Installation of Project Bootsrapping.
To get started with dbt, the recommended method for installation is to use pip.
pip install dbt-{your adapater}
I am using bigquery, but there are adapters for all the major database engines, including snowflake, postgres, cassandra, mySQL, SQLServer, SQLite, Oracle, Athena, Redshift and many more.
So for me, the install was done with:
pip install dbt-bigquery
This mat take a while because it has to install some GCS dependencies, such as grpc. You can then confirm your DBT installed correctly with:
dbt --version
Now you will be ready to start your own DBT project. I have been keeping a GCP console open to bigquery to verify my changes.
First navigate to the parent folder of where you want to store your DBT project, and then run:
dbt init
This will start a configuration wizard which has fairly
reasonable defaults. When the configuration is complete, cd
to your new folder and you will be ready to start working with DBT.
DBT Profiles
DBT init will have created a file named dbt_project.yml
in
your project root. Take a look! This will have all the info
you entered in the setup wizard. It’s also where you can
configure connections to external sources of data.
We can add a reference to the public dbt-tutorial
dataset
in GCP by adding this to dbt_profile.yml
:
jaffle_shop:
target: dev
outputs:
dev:
type: bigquery
method: oauth
project: dbt-tutorial
dataset: jaffle_shop
Your profile is also the place where you configure your materialization strategy. The default is view. You can configure this by:
models:
my_dataset:
# Config indicated by + and applies to all files
+materialized: table
You can override this materialization config on a per-model basis in your model.
Database Seeds
DBT supports database seeds. These are described as:
Seeds are CSV files in your dbt project (typically in your seeds directory), that dbt can load into your data warehouse using the dbt seed command. Seeds are best suited to static data which changes infrequently.

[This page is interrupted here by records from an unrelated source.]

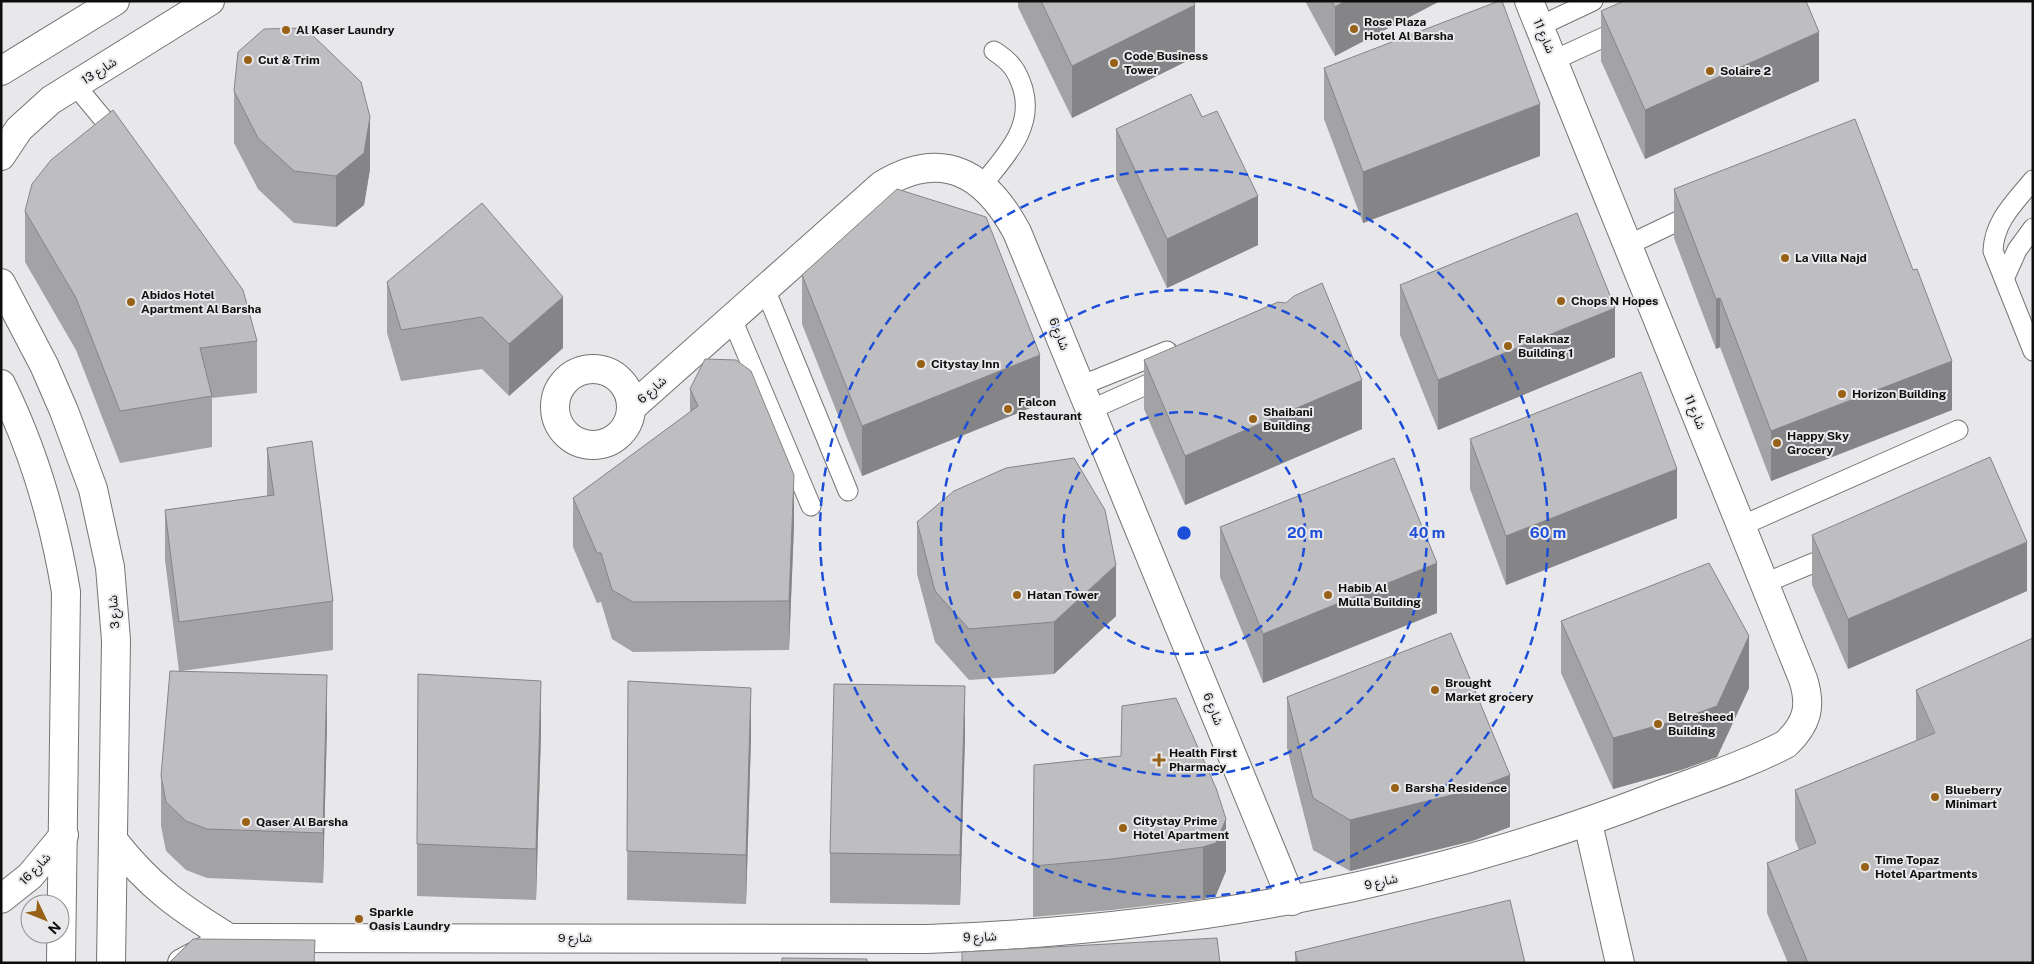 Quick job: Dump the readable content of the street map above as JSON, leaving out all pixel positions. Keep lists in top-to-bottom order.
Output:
{
  "streets": {
    "street": [
      "شارع 11",
      "شارع 13",
      "شارع 6",
      "شارع 3",
      "شارع 16",
      "شارع 9"
    ]
  },
  "crossings": [
    ["شارع 11", "شارع 9"],
    ["شارع 6", "شارع 9"]
  ],
  "places": {
    "other": [
      "Rose Plaza Hotel Al Barsha",
      "Al Kaser Laundry",
      "Cut & Trim",
      "Code Business Tower",
      "Solaire 2",
      "La Villa Najd",
      "Chops N Hopes",
      "Abidos Hotel Apartment Al Barsha",
      "Falaknaz Building 1",
      "Citystay Inn",
      "Horizon Building",
      "Falcon Restaurant",
      "Shaibani Building",
      "Happy Sky Grocery",
      "Hatan Tower",
      "Habib Al Mulla Building",
      "Brought Market grocery",
      "Belresheed Building",
      "Barsha Residence",
      "Blueberry Minimart",
      "Qaser Al Barsha",
      "Citystay Prime Hotel Apartment",
      "Time Topaz Hotel Apartments",
      "Sparkle Oasis Laundry"
    ],
    "health": ["Health First Pharmacy"]
  },
  "north": "bottom right",
  "rings": ["20 m", "40 m", "60 m"]
}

Seeds are not meant as a way of loading database dumps, but it does seem like it would be pretty easy to abuse this.
Here are some seeds I will use for my demo.
seeds/movies.csv
:
id,title,year
1,Speed,1994
2,Avatar,2008
3,The Matrix,1998
4,Paul,2012
5,Terminator 2,1992
seeds/actors.csv
:
id,name
1,Sandra Bullock
2,Keanu Reeves
3,Mickey Rooney
4,Sigourney Weaver
5,Nick Frost
6,Linda Hamilton
seeds/stg_actor_movies.csv
:
id,movie_id,actor_id
1,1,1
2,1,2
3,2,4
4,3,2
5,4,4
6,5,6
Note that this is closer to “loading a dump” than proper seed loading, but this is for a demo, so that is fine.
If you now run:
dbt run
And look in your database, you should see these three tables.
Models
The models/
folder is where you will put your model files.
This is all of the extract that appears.